**Exercise description**:
All pictures should be dropped, and only the lines from the top of the entries below through the line containing "filter:drop-shadow(1px 0 #8f8f7f)" repeated exactly, both ends included.

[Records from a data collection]
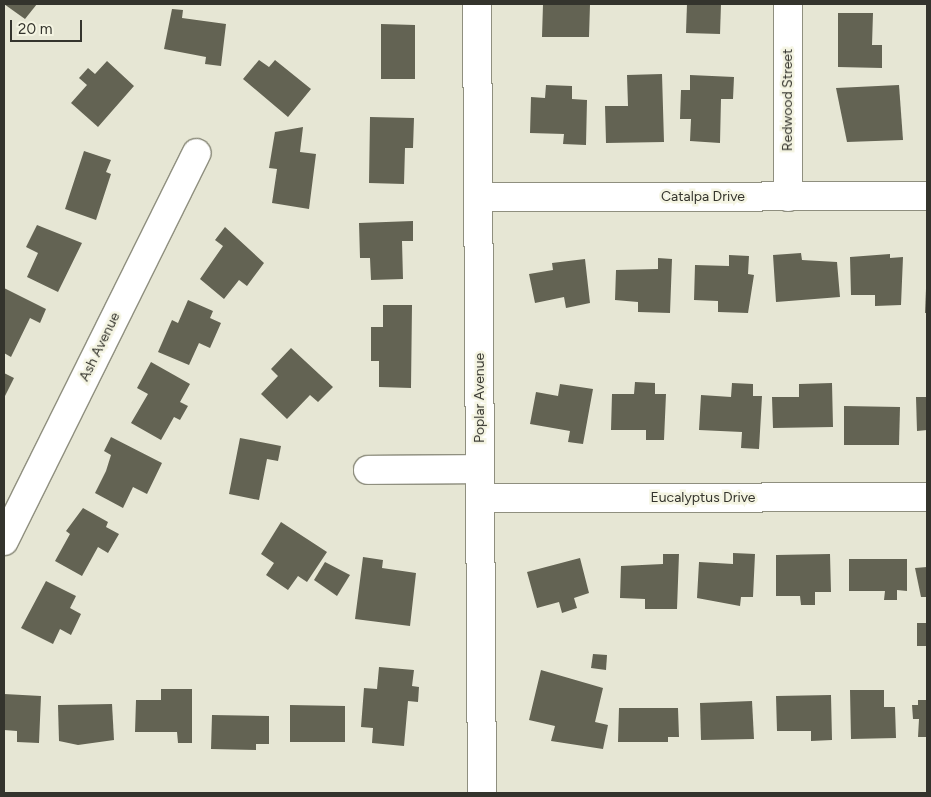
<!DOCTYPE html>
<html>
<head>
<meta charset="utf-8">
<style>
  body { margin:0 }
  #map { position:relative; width:931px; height:797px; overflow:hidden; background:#e6e6d4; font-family:Figtree,sans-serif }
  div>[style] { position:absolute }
  .building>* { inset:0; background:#636353 }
  .roads { filter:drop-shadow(1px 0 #8f8f7f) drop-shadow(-1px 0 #8f8f7f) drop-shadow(0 1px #8f8f7f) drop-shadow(0 -1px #8f8f7f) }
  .minor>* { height:28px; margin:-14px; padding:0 14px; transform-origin:14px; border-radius:14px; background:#fff }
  span { translate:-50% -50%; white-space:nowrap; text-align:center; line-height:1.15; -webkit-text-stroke:5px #f4f4e2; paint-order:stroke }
  .street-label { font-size:14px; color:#34342d }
  .frame { position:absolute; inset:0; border:5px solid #34342d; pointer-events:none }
  .scale { position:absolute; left:10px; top:20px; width:72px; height:22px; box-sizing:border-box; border:2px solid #34342d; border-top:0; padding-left:6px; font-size:15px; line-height:18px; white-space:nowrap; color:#34342d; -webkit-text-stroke:4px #f4f4e2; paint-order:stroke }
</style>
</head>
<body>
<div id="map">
  <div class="building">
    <div style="clip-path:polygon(4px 4px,37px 4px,25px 19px)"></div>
    <div style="clip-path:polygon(543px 4px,590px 4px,589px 37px,542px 37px)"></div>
    <div style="clip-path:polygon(687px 4px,721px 4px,720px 34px,686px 33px)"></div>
    <div style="clip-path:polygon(172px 9px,183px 10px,182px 18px,226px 24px,221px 66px,205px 64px,206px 57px,164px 49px)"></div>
    <div style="clip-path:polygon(838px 13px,873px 13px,872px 45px,882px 45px,882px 68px,838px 67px)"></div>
    <div style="clip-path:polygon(381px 24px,415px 25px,415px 79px,381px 79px)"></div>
    <div style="clip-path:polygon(259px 60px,269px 67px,275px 60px,311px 89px,288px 117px,243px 79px)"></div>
    <div style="clip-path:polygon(107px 61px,134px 86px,98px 127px,71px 103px,87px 85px,79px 78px,88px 68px,95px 74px)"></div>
    <div style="clip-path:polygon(662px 74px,664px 142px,606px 143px,605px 106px,628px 106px,627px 75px)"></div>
    <div style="clip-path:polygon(690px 75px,734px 77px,733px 99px,721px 99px,720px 143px,690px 141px,691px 119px,680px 119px,681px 90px,690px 90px)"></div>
    <div style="clip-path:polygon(546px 85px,572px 86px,572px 99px,587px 100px,586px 145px,563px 144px,564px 134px,530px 133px,531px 97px,545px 98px)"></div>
    <div style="clip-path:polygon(899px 85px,903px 140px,847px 142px,836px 88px)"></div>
    <div style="clip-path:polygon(370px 117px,414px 118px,413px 148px,405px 148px,404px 184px,369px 183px)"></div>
    <div style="clip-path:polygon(303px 127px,300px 152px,316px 154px,309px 209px,272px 203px,277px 169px,269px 168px,275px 132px)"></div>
    <div style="clip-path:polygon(84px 151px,111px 160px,106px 172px,111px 174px,96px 220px,65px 209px)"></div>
    <div style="clip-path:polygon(413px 221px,413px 241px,402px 241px,403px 279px,371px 280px,370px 258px,360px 258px,359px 223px)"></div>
    <div style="clip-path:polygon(37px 225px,82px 243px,58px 292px,27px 277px,38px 253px,26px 247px)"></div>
    <div style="clip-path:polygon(225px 227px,264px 263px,247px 286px,239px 280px,224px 299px,200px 279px,223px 246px,215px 240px)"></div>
    <div style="clip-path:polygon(801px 253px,802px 260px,837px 262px,840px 297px,776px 302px,773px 255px)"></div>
    <div style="clip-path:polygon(890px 254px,890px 258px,903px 257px,901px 305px,875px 306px,875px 295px,851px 295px,850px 257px)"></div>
    <div style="clip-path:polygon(729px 255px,749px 256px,748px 274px,754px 275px,748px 313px,718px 312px,718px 301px,694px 300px,695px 265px,729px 266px)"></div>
    <div style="clip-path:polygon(658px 258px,672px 259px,670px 313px,638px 312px,638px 302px,615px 300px,616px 270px,658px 269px)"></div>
    <div style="clip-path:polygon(585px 259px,590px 303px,566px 308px,564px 297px,535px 303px,529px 274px,553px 270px,552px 263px)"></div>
    <div style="clip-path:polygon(4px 288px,46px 309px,40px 323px,30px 318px,11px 357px,4px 353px)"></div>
    <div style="clip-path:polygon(926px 289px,927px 289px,927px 313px,925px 313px)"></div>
    <div style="clip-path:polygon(188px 300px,213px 311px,210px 318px,221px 323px,210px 348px,199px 343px,189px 365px,158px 352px,172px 320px,178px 323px)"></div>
    <div style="clip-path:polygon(383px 305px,412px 305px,411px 388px,379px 387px,379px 361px,371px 361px,371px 327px,383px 327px)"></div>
    <div style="clip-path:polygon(291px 348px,333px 387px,318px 402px,310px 395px,287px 419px,261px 394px,278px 376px,271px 369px)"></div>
    <div style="clip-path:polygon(151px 362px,190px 384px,180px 402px,188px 406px,180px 420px,174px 417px,161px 440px,131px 423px,148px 394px,137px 388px)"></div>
    <div style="clip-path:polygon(4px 373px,14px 378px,4px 398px)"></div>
    <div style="clip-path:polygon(635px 382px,655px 383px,655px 394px,666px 394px,664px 440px,646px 440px,646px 430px,611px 430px,612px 394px,634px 394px)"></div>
    <div style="clip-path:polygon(732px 383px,753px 384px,753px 396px,762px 396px,759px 449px,741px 448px,742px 432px,699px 430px,701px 395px,731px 397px)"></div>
    <div style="clip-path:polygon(832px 383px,833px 427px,773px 428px,772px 397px,799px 397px,799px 384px)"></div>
    <div style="clip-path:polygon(560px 384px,593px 389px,583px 444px,568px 442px,570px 431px,530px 424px,536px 392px,558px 396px)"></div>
    <div style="clip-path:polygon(916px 397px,927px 397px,927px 430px,917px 431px)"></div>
    <div style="clip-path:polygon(844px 406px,900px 407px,899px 445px,844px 445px)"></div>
    <div style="clip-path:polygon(111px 437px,162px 463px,147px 494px,133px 487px,123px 508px,95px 493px,106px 471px,111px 455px,104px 451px)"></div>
    <div style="clip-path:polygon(240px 438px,281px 446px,278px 461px,267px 459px,259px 500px,229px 494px)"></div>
    <div style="clip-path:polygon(83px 508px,108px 522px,106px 527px,119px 534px,108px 553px,98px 547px,82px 576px,55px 561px,70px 534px,66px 531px)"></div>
    <div style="clip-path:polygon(281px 522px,327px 552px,307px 582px,298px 576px,288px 590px,266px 575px,274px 563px,261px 554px)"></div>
    <div style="clip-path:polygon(733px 553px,755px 554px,753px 597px,741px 597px,740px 606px,697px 598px,699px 562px,733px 564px)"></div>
    <div style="clip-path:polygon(663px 554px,679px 554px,677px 609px,645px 609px,645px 599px,620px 598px,621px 566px,663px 564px)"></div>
    <div style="clip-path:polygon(830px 554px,831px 592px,815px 592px,815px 605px,801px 605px,800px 596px,776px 596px,776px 555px)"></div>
    <div style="clip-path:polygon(363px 557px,383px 560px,382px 568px,416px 573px,410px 626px,355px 619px)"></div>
    <div style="clip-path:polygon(580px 558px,589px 593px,574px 598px,577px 608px,562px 613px,559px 602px,537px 608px,527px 572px)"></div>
    <div style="clip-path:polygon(849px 559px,907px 559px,907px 591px,897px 590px,897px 600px,884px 600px,885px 591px,849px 591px)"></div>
    <div style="clip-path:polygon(325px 562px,350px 575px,337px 596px,314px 580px)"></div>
    <div style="clip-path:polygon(927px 567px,927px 597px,921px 597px,915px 568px)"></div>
    <div style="clip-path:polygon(46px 581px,76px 596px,70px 608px,81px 614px,71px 635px,60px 629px,53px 644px,21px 628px)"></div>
    <div style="clip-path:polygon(917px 623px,927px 623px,927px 646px,917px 646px)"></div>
    <div style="clip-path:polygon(593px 654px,607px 655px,606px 670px,591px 668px)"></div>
    <div style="clip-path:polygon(379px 667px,414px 670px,412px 686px,419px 687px,418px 702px,408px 701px,404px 746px,372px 743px,373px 728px,361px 727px,364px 688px,377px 689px)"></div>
    <div style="clip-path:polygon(541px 670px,603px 688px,595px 722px,608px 725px,603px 749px,551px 741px,555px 726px,529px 720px)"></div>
    <div style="clip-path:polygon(161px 689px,192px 689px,192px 743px,178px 743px,177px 732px,135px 732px,136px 700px,161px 700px)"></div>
    <div style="clip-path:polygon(850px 690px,884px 690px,884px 707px,895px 707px,896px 738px,851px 739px)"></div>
    <div style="clip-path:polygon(4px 694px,41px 696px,39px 743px,17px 742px,17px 731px,4px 730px)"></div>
    <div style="clip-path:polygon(831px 695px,832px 740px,811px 741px,811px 731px,777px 731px,776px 696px)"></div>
    <div style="clip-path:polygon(918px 700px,927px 700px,927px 737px,918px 737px,919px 719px,913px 719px,912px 705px,918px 705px)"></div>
    <div style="clip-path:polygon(752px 701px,754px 739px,701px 740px,700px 703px)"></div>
    <div style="clip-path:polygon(112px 704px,114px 740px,78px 745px,59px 741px,58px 705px)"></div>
    <div style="clip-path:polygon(290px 705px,345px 706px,345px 742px,290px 742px)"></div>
    <div style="clip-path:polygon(619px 708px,678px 708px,679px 737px,668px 737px,668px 742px,618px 742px)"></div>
    <div style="clip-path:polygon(212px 715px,269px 716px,269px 744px,256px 744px,256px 750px,211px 749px)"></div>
  </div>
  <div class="roads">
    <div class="minor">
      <div style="left:477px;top:4px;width:789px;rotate:89.64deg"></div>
      <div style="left:788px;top:4px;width:193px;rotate:90deg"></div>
      <div style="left:479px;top:197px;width:448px;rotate:-0.1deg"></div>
      <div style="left:368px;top:470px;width:112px;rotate:-0.5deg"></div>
      <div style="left:480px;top:498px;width:447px;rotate:-0.1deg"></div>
      <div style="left:4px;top:541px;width:433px;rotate:-63.6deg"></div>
    </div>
  </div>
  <div class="street-label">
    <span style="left:788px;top:100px;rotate:-90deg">Redwood Street</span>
    <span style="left:703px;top:197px">Catalpa Drive</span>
    <span style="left:100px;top:347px;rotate:-64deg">Ash Avenue</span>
    <span style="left:480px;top:398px;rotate:-90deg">Poplar Avenue</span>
    <span style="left:703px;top:498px">Eucalyptus Drive</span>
  </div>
  <div class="frame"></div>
  <div class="scale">20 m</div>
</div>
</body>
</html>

**Answer box**:
<!DOCTYPE html>
<html>
<head>
<meta charset="utf-8">
<style>
  body { margin:0 }
  #map { position:relative; width:931px; height:797px; overflow:hidden; background:#e6e6d4; font-family:Figtree,sans-serif }
  div>[style] { position:absolute }
  .building>* { inset:0; background:#636353 }
  .roads { filter:drop-shadow(1px 0 #8f8f7f) drop-shadow(-1px 0 #8f8f7f) drop-shadow(0 1px #8f8f7f) drop-shadow(0 -1px #8f8f7f) }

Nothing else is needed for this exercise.